• _Exercise_: Restate all the data word for word and omit the pictures.

• _Data for the task_:
__________________________________________________

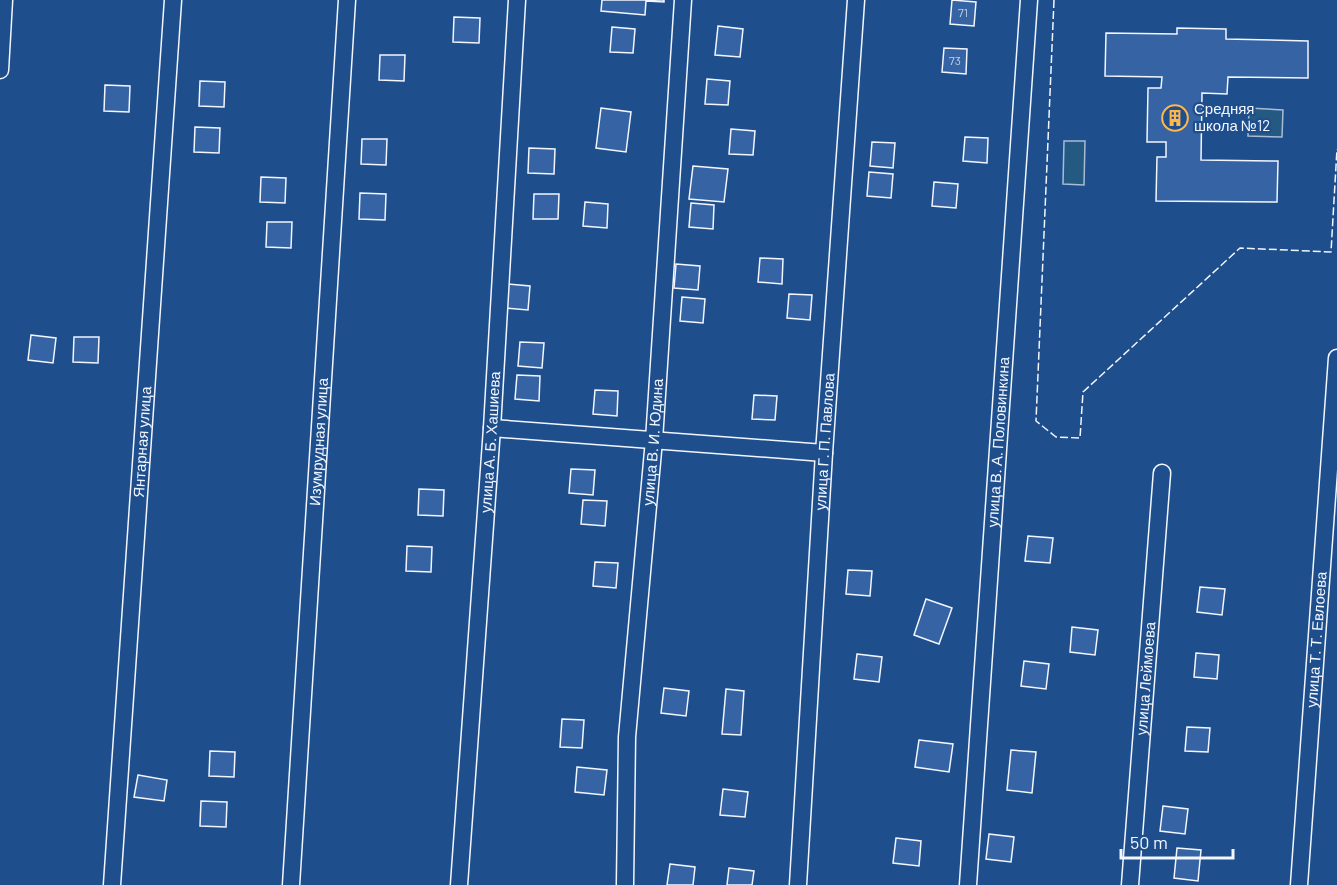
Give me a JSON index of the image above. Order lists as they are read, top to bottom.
{
  "streets": {
    "street": [
      "Янтарная улица",
      "Изумрудная улица",
      "улица Г. П. Павлова",
      "улица В. А. Половинкина",
      "улица А. Б. Хашиева",
      "улица В. И. Юдина",
      "улица Т. Т. Евлоева",
      "улица Леймоева"
    ]
  },
  "places": {
    "building": ["Средняя школа №12"]
  },
  "house_numbers": ["71", "73"],
  "scale_bar": "50 m"
}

__________________________________________________

• _Answer box_:
Give me a JSON index of the image above. Order lists as they are read, top to bottom.
{
  "streets": {
    "street": [
      "Янтарная улица",
      "Изумрудная улица",
      "улица Г. П. Павлова",
      "улица В. А. Половинкина",
      "улица А. Б. Хашиева",
      "улица В. И. Юдина",
      "улица Т. Т. Евлоева",
      "улица Леймоева"
    ]
  },
  "places": {
    "building": ["Средняя школа №12"]
  },
  "house_numbers": ["71", "73"],
  "scale_bar": "50 m"
}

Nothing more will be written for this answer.